Türklerin Çinlilerle münasebeti milattan iki yüz sene evvel hüküm süren Hiung-Nu yani Hun namındaki Türk devleti zamanında da mevcuttu. Milattan 174 sene evvel, Çin’den Türk hükümdarına bir prenses getirmek üzere Türk sarayına gelen Chung-hang Yüeh ismindeki Çinli sefir, Türklerin Çin medeniyetine karşı gösterdikleri taklit temayülünü Türk hayatı için muzır gördü. Bu zat, Türkleri sevdiği için Türk sarayında kaldı, bir daha Çin’e dönmedi. Bu zamanda Türkler muzafferiyet ve millî ittihat neticesi olarak zenginleşmişlerdi. Önlerinde Çin harsı gibi alayişe, debdebeye dalmış yeni bir dünya görüyorlardı. Bu harsın yiyecekleri, giyecekleri, modaları yavaş yavaş Türklerin arasına girmeye başlamıştı. Çinli vezir, bu hâlin tehlikelerini gösteriyor, onları uyanmaya davet ediyordu. Türk’ün bütün işi gücü ya sık ağaçlı ormanlarda ava gitmek yahut ovalarda sayısız sürülerini otlatmaktı. Böyle bir hayat yaşayanlara, Çin’de dokunulan ipekli kumaşlar değil, kendilerinin yaptıkları deriden ve kürkten elbiseler elverişli idi. Yoğurt, kımız, peynir, tereyağı, kaymak gibi sütten yapılan yiyecekler, leziz av etleriyle sürülerinin besili hayvanları Çin yemeklerinden daha faydalı ve güzeldi. Eğer Türkler, Çinlilerin âdetlerine uyarlarsa onların hububat ve zahirelerine, ipekli elbiselerine alışacaklarından, bir gün Çin devletinin hâkimiyeti altına girmeyi o kadar fena görmeyeceklerdi.

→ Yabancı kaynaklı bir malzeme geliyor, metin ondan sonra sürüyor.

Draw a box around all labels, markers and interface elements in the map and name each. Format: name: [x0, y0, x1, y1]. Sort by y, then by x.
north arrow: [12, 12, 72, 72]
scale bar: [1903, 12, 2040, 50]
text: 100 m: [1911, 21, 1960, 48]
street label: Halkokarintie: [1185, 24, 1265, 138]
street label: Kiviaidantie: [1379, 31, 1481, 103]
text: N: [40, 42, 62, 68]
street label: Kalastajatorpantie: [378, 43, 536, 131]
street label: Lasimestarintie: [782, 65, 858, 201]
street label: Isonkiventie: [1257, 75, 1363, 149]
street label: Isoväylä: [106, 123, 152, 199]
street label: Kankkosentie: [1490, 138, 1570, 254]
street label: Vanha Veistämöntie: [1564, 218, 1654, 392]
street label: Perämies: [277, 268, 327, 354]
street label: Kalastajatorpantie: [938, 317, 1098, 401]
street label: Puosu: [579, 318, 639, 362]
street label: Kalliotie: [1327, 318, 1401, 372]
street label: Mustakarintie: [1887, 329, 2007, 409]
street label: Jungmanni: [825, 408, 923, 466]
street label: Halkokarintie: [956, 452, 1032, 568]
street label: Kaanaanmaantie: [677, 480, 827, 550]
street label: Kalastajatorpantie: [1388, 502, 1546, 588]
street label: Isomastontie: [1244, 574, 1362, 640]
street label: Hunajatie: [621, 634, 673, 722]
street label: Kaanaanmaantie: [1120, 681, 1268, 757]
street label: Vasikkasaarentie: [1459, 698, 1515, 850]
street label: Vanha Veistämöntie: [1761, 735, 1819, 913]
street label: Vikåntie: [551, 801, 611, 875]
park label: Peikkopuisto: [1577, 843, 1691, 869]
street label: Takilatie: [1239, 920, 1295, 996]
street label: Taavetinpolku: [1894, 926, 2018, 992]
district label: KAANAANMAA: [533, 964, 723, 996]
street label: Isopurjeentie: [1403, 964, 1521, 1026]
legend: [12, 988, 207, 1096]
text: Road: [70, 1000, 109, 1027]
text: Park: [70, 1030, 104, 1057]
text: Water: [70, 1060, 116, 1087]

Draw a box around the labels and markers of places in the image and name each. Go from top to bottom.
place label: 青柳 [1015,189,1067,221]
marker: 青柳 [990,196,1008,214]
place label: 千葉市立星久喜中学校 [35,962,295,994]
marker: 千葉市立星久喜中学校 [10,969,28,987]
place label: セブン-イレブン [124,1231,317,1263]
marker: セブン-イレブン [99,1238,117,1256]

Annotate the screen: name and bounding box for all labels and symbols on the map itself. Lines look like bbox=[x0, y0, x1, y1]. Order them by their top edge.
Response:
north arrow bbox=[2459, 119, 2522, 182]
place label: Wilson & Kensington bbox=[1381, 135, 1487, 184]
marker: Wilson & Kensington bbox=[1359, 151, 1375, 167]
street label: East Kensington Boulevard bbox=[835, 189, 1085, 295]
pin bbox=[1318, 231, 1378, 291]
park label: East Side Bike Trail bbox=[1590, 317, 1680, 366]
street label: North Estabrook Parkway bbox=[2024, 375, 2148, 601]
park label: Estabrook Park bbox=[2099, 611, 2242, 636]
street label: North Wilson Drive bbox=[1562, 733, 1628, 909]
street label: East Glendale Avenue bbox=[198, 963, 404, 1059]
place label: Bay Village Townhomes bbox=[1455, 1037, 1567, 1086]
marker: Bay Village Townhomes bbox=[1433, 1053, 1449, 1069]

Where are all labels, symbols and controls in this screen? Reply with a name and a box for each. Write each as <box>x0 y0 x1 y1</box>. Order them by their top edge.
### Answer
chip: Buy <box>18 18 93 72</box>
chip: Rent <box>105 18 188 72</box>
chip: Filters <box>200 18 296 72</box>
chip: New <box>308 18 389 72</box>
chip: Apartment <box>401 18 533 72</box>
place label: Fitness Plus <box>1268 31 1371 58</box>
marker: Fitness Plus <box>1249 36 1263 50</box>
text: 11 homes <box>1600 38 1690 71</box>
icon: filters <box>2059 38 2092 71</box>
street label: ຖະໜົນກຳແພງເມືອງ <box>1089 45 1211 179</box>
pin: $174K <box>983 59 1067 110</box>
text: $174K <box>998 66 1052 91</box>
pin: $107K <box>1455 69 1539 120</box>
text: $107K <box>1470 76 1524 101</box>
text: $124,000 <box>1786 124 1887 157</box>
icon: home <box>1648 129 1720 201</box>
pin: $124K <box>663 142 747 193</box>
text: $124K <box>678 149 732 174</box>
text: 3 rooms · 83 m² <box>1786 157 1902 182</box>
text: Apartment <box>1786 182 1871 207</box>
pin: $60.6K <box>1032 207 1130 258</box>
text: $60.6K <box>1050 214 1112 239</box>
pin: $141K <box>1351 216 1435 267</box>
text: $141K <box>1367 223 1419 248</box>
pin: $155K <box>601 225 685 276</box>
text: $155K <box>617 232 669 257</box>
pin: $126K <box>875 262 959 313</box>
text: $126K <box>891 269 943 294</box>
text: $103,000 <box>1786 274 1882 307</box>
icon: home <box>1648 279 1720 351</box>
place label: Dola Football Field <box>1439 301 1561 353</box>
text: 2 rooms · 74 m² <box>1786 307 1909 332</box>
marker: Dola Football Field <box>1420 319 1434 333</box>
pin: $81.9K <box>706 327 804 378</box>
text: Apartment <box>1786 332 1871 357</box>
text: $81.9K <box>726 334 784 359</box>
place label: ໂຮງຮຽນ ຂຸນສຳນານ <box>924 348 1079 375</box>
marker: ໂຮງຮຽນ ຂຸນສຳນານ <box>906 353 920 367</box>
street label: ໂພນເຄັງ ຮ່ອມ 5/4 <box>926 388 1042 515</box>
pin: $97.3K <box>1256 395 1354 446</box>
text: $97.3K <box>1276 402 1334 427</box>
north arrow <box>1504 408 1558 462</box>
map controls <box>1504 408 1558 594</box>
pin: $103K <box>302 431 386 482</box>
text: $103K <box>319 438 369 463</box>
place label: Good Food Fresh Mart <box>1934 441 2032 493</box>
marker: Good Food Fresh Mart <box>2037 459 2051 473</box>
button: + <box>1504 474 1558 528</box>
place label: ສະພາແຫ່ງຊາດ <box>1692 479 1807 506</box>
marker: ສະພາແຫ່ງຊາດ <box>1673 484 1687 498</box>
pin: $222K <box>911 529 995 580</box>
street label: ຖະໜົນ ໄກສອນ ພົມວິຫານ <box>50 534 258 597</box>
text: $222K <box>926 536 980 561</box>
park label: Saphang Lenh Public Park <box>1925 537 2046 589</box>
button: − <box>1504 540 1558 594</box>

Çinli sefir daima hükümdara, Türk elinin atalardan kalma törelerden ayrılmamasını öğüt veriyordu. Çünkü bu törelerdir ki o şanlı ataları yenilmez kahramanlar derecesine çıkarmıştı. Bu öğütlere başka nasihatler de ilave ediyordu. Hükümdar, tebaasının ne kadar nüfustan ibaret olduğunu, muhtelif boyların, obaların ne kadar sürüleri bulunduğunu bilmeli idi. Çünkü nüfus ve emvalin miktarı malum bulunursa bir gün Çin aleyhine sefer açıldığı zaman, büyük ve mühimmatlı ordular toplanması mümkün olacaktı.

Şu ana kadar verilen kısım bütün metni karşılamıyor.